Here the security comes from capital at risk rather than energy burned. Attacking the network would mean putting a fortune in staked coins on the line, only to see it destroyed. Proof of stake uses a tiny fraction of the energy of mining, which is a large part of why Ethereum moved to it. The debate over which model is ultimately more secure and more decentralised is genuinely unsettled, and thoughtful people land on different sides of it.
How rewards actually work
Both models pay participants for securing the network, but the numbers deserve a clear head:
- Mining rewards depend on your share of total computing power, the coin price, and your electricity costs. It is an industrial business with thin margins, not easy money.
- Staking rewards are usually quoted as an annual percentage, but that rate moves with how many others are staking and network conditions. Funds may be locked, and pooled services take a cut.
Treat any advertised yield as an estimate that can change, never a promise. Sustainable staking returns are typically modest, and anything advertising outsized "guaranteed" yields deserves deep suspicion.
Delegated and liquid staking, in brief
Running your own validator is not the only way to stake, and for most people it is not the practical one. Two common alternatives are worth knowing. In delegated or pooled staking, you contribute your coins to a larger operator who runs the validator and shares the rewards, minus a fee. It lowers the technical barrier, but you are trusting that operator, which reintroduces a degree of counterparty risk.
Liquid staking goes a step further: in exchange for your staked coins you receive a token representing your stake, which you can use elsewhere while the original stays locked. It is flexible and popular, but it adds smart-contract risk and its own complexities, and the representative token can occasionally trade away from the value it is meant to track. Neither approach is wrong; both simply move the risks around. Understand where the risk sits before you choose.
Which model, and why it matters to you
You do not have to mine or stake to use crypto, but knowing which model a network uses tells you a lot about its priorities: energy security and battle-tested simplicity on one side, energy efficiency and capital-based security on the other. When you evaluate a project later in this path, its consensus choice is one of the first things worth understanding. Next, we turn to something every participant eventually faces: reading a price chart.
Часто задаваемые вопросы
Is staking a safe way to earn passive income?
Staking can earn rewards, but it is not risk-free.
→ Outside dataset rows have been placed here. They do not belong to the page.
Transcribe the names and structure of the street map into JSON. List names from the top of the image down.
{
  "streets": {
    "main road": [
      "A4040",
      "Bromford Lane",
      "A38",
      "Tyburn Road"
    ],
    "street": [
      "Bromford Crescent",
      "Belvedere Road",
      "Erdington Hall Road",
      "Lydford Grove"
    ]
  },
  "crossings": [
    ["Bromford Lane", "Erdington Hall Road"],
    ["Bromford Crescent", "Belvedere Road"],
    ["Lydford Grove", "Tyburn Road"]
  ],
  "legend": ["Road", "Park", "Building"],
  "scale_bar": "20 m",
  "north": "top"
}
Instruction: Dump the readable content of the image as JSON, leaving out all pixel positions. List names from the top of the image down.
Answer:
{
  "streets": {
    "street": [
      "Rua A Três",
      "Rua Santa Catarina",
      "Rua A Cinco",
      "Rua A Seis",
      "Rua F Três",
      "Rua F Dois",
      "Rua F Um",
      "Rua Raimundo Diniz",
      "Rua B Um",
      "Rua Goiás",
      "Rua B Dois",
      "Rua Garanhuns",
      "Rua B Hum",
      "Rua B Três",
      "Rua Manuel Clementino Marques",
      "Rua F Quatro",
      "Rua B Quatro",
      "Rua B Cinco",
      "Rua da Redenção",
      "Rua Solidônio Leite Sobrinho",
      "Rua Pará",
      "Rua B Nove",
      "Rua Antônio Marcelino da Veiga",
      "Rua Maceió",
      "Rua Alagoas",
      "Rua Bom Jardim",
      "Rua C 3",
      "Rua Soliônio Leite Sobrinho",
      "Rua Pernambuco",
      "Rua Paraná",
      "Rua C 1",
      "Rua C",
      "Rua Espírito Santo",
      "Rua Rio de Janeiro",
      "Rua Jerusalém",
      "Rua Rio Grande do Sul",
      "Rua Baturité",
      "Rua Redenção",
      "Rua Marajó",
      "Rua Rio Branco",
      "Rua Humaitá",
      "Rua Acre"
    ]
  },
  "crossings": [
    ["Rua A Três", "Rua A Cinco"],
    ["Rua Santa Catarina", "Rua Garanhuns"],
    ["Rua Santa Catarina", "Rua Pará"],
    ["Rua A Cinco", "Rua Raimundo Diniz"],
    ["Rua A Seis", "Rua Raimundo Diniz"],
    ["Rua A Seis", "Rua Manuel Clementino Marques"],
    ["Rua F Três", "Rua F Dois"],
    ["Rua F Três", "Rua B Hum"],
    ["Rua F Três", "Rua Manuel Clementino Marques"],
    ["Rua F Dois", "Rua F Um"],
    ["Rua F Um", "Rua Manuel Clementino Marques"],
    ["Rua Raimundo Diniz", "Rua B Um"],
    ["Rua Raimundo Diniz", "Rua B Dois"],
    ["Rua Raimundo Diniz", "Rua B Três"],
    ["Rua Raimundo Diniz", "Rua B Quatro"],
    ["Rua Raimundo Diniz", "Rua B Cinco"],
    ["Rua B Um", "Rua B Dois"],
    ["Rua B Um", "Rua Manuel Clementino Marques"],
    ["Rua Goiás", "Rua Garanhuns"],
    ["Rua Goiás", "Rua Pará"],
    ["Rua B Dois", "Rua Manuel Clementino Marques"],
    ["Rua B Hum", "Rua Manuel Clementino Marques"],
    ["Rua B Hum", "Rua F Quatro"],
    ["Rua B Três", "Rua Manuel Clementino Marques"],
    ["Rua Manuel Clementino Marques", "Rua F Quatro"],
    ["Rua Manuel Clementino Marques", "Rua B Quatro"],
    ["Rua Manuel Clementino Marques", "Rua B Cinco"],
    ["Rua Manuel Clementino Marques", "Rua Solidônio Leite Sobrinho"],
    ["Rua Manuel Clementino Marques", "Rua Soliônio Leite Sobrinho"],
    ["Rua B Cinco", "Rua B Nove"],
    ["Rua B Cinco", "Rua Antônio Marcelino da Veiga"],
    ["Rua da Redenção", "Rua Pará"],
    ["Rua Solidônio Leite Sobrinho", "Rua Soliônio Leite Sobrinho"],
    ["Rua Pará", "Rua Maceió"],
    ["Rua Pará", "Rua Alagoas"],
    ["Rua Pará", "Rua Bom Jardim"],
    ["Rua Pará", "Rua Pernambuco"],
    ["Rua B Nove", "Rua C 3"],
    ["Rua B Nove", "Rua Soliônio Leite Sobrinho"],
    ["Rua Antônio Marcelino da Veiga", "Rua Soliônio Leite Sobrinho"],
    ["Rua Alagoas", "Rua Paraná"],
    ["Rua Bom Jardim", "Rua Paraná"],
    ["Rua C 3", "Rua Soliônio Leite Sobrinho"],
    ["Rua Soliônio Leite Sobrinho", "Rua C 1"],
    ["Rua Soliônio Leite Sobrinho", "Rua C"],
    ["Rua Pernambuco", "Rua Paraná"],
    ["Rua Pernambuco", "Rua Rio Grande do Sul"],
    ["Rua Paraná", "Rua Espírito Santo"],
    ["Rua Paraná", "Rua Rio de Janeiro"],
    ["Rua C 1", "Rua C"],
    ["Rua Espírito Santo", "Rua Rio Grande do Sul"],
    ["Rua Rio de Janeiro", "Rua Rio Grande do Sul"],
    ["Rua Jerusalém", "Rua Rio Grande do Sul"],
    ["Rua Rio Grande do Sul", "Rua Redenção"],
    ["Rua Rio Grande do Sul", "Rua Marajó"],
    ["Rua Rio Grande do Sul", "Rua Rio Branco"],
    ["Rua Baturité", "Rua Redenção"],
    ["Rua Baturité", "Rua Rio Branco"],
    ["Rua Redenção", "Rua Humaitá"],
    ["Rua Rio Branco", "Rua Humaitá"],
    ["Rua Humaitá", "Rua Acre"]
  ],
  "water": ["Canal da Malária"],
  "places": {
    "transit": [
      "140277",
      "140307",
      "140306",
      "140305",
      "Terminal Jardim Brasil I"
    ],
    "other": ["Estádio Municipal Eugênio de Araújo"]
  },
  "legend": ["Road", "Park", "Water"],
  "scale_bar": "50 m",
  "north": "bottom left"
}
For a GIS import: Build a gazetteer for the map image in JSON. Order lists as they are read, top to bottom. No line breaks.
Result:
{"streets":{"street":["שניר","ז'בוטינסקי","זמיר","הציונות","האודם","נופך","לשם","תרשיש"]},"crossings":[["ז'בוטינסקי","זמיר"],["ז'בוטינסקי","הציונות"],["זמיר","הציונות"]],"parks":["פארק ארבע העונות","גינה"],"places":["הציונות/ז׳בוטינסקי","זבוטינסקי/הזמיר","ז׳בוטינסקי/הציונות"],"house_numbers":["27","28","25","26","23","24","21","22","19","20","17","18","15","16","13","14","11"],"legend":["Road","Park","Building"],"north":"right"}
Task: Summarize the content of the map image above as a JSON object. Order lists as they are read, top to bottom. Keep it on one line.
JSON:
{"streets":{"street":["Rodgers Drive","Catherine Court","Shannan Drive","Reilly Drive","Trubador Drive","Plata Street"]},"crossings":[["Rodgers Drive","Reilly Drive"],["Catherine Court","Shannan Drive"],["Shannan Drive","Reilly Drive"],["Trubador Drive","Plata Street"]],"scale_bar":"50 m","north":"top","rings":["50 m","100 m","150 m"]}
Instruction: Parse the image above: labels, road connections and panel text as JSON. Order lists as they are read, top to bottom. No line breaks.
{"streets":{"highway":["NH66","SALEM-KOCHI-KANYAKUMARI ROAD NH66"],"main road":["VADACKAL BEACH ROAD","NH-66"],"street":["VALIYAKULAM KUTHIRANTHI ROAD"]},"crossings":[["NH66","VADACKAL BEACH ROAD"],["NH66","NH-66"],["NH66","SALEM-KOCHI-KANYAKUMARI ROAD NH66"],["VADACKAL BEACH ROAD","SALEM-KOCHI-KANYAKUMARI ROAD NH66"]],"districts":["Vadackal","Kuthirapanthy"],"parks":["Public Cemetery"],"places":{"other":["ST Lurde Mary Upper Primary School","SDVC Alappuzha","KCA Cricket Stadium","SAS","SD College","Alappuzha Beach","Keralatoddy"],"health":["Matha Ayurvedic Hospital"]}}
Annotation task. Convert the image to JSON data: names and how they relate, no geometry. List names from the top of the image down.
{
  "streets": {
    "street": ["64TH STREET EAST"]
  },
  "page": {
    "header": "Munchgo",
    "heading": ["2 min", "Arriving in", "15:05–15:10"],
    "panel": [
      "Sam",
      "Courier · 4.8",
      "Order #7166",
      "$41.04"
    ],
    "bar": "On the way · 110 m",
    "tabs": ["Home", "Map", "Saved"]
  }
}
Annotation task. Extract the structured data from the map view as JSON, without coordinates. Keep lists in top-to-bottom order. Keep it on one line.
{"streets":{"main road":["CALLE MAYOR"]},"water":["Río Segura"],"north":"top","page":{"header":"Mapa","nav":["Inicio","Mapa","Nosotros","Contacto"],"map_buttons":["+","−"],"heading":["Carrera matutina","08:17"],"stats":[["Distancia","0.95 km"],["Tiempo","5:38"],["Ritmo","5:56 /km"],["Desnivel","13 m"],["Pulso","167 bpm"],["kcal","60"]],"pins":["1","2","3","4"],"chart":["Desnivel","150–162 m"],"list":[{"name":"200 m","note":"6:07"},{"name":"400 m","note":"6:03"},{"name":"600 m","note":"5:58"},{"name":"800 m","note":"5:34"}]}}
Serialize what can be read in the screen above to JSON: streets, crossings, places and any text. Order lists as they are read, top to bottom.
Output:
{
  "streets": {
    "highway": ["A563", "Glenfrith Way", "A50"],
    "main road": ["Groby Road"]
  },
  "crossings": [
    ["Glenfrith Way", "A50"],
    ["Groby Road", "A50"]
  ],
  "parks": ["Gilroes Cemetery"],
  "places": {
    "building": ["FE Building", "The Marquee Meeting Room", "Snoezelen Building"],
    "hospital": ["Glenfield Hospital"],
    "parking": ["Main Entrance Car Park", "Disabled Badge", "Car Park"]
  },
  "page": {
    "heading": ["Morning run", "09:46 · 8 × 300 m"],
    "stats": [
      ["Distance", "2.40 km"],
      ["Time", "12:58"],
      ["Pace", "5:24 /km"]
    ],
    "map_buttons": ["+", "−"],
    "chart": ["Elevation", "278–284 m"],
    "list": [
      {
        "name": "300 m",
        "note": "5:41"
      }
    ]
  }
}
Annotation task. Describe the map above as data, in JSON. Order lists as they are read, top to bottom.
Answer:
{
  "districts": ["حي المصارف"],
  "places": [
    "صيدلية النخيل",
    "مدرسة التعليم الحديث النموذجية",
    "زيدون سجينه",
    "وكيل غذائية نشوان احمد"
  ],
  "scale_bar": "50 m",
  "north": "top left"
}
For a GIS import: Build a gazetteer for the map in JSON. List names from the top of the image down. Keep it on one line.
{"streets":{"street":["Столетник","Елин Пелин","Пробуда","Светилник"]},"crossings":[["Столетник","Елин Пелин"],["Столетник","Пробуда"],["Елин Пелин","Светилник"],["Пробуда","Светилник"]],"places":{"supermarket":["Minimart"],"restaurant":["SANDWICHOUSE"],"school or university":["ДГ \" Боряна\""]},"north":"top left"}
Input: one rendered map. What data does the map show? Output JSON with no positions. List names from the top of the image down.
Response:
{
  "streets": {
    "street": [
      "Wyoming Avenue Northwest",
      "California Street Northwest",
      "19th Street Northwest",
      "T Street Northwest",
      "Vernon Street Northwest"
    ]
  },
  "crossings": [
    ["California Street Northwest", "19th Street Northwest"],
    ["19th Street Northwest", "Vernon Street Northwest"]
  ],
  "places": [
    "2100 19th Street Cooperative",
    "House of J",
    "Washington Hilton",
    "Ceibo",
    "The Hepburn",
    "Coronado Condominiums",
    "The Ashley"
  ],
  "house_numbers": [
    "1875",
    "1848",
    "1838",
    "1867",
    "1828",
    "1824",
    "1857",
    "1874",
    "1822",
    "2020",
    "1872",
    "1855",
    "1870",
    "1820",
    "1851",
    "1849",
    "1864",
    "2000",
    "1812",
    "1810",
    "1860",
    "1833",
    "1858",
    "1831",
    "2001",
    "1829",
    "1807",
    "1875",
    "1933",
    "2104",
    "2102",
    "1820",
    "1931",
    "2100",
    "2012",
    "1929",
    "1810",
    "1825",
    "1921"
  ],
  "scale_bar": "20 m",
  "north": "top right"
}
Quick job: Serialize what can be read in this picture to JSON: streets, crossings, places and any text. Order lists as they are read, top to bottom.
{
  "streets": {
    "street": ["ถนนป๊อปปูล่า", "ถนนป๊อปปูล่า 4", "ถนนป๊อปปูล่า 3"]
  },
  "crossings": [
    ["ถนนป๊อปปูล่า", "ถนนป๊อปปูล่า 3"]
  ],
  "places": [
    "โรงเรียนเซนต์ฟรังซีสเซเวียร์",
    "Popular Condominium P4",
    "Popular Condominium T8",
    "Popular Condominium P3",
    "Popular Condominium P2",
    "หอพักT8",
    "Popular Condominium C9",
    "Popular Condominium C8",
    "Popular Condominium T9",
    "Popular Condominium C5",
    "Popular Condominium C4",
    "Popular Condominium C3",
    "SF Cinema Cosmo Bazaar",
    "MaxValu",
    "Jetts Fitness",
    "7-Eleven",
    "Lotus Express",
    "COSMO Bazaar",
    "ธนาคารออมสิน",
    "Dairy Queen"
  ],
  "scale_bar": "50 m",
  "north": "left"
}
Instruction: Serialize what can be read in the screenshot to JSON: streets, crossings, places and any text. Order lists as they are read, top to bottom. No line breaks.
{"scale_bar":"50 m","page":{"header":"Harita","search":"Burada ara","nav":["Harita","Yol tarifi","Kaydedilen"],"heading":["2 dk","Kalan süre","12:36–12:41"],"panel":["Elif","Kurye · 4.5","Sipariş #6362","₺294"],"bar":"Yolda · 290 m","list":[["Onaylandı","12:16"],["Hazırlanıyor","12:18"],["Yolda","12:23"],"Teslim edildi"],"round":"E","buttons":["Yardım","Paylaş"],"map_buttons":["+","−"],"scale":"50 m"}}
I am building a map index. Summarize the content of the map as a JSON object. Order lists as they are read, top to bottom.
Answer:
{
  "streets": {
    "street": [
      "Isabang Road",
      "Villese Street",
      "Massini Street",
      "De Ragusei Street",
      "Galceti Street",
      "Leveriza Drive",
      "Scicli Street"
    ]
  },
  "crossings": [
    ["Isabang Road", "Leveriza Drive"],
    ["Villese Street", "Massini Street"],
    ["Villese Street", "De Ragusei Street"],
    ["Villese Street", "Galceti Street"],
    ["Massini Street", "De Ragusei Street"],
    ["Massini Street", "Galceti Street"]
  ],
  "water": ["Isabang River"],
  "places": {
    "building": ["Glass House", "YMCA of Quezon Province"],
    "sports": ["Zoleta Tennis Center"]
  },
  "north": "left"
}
Yields vary, funds may be locked for a period, and some networks can penalise (slash) validators for errors. Treat advertised yields as estimates, not guarantees. This is education, not financial advice.
Which is better, mining or staking?
Neither is universally better — they make different trade-offs. Mining is battle-tested and hardware-based but energy-hungry; staking is far more energy-efficient but newer and capital-based. They suit different goals and networks.
Do I need expensive equipment to stake?
Not always. Running your own validator has technical requirements, but many people stake smaller amounts through pooled services. Each option carries its own custody and counterparty considerations worth understanding first.